Wagner and the White Elephant.

One of Hermann Ritter’s favorite anecdotes about Richard Wagner comes from the time when, the requisite sum still unraised to complete the Beyreuth theatre, Wagner had sent for Ritter to play first viola in his orchestra when everything should be ready for the first festival. Wagner was talking disconsolately with the originator of the viola alta when Leopold Damrosch came up.

“Oh, for more money,” Wagner was saying. “We must have it, we need it.”

With his customary deference, Damrosch said: “There is all you need in America, Meister. There, there are hundreds of people ready to aid you. Why, if you would but go there, a million dollars would be yours.”

“What!” shouted Wagner, in a fine rage. “Do you think I am a white elephant? I’m not a show—no white elephant. Do you think I would do such a thing?”

Damrosch was struck speechless, but in after years Ritter, gray-haired, but bristling with vivacity, told his musical-history classes the story, dwelling on the scene with characteristic humor, one lank leg swinging from the corner of a table and both hands shoved deep in trousers’ pockets.

* * *

Strauss and Mascagni.

When Richard Strauss came to Würzburg several years ago to direct his “Till Eulenspiegel” at a concert given in the Schrannen, he was joined by Max Meyer-Obersleben and several other professors of the Würzburg Royal Music School after the concert, and the conversation drifted along the highway of modern composition until, among various other topics, the name of Pietro Mascagni was mentioned.

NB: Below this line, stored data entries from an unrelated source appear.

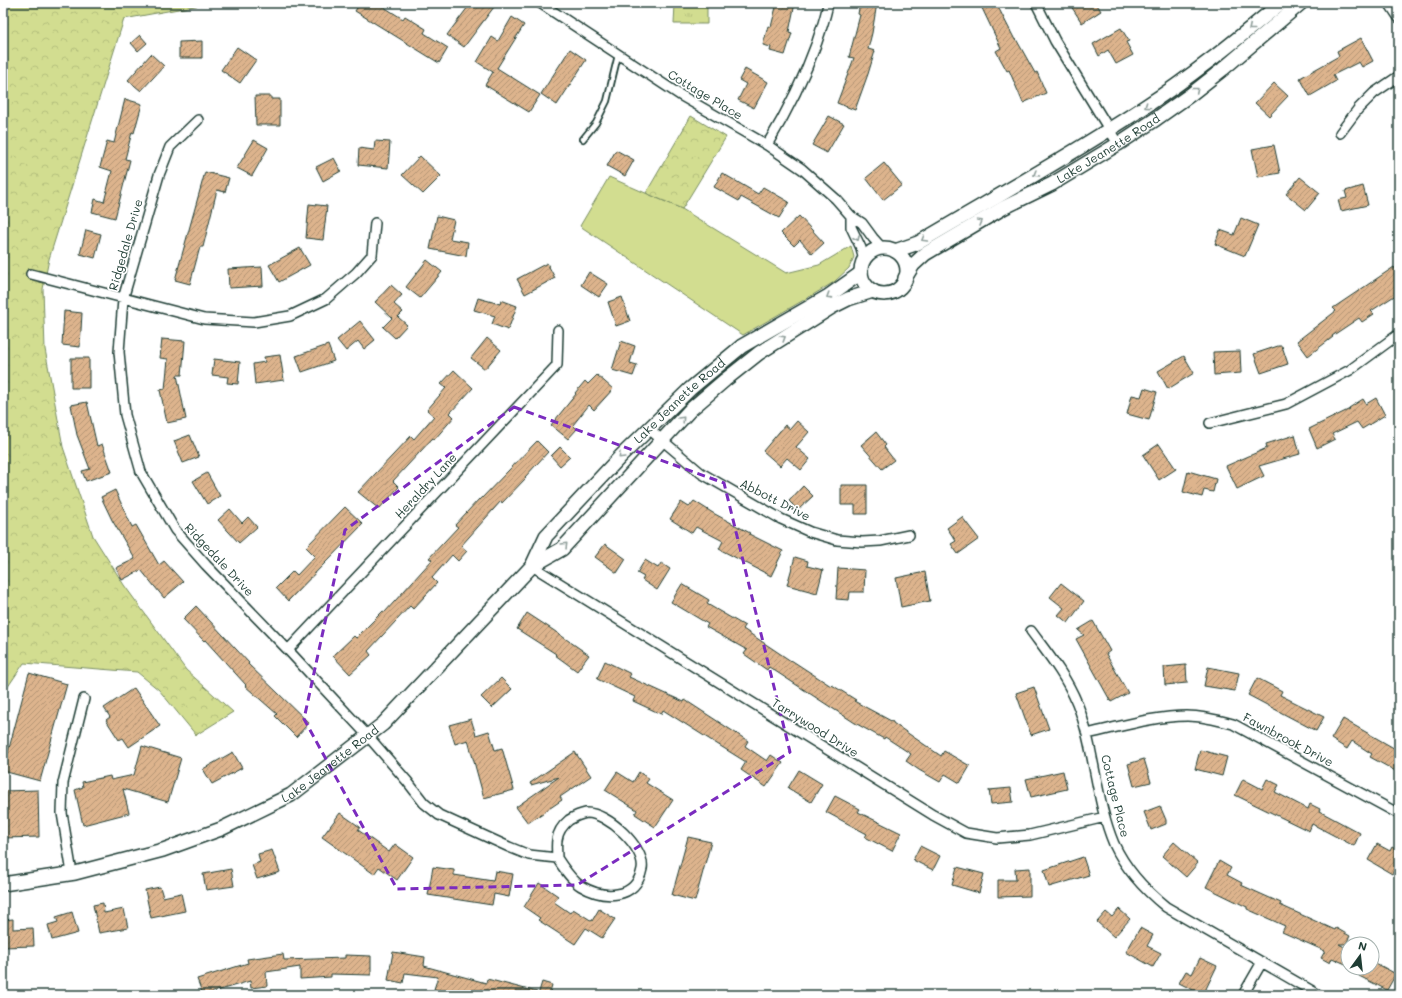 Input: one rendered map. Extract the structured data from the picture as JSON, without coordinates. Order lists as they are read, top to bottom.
{
  "streets": {
    "street": [
      "Cottage Place",
      "Lake Jeanette Road",
      "Ridgedale Drive",
      "Heraldry Lane",
      "Abbott Drive",
      "Tarrywood Drive",
      "Fawnbrook Drive"
    ]
  },
  "crossings": [
    ["Cottage Place", "Lake Jeanette Road"],
    ["Cottage Place", "Tarrywood Drive"],
    ["Cottage Place", "Fawnbrook Drive"],
    ["Lake Jeanette Road", "Ridgedale Drive"],
    ["Lake Jeanette Road", "Abbott Drive"],
    ["Lake Jeanette Road", "Tarrywood Drive"],
    ["Ridgedale Drive", "Heraldry Lane"]
  ],
  "north": "top"
}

Now Strauss, who holds the slightest mistake in composition in sublime contempt, and being himself a past-master in the art of clothing musical ideas in picturesque contrapuntal devices, cannot bear to hear the slightest allusion to Mascagni.

Instantly he was all afire, and straightening himself, snorted out: “What! that youngster. Don’t talk to me about him. There is only one place for him. No; it’s not an insane asylum,” he said, swiftly. “He ought to be put in a conservatory and be made to learn how to instrumentate. ‘Cavalleria,’” he growled; “one ought to call that Caviar-aria.”

This twist of the word into a dig both at Mascagni and the Russian delicacy which Strauss detests was relished hugely by Meyer-Obersleben, who loves a good play on words, and when a year or so afterward he related it to me his eye twinkled in broad laughter. But a few days later we were looking over the score of “Engelspiel.” All trace of the caviar jest had passed beyond the recollection of the worthy professor as he gazed helplessly at the score before him. “Look at that passage for the horns,” he exclaimed. “There’s no rule on earth that can help us out. Herr Gott! the fellow risks a terrible lot. Of course it’s only meant for a patch of tone-color, but, three seconds in succession!”

It is interesting to know that Meyer-Obersleben’s new opera, “Die Hauben-Krieg,” has been accepted by Possart, the intendant of the Munich Court Theatre. The fact that this opera is strictly comic, not unlike Wagner’s “Meistersinger,” is none the less awe-inspiring to the pupils of the Würzburg Music School, whom no power on earth could convince that the scowling pedagogue of the counterpoint and harmony classes could ever relax into a smile, or, engrossed with a scene from the “Hauben-Krieg,” could howl and pound the piano with the terrific earnestness of a Beethoven or shriek in delight at some comic by-play in his opera with the unconscious abandon of an Artemus Ward.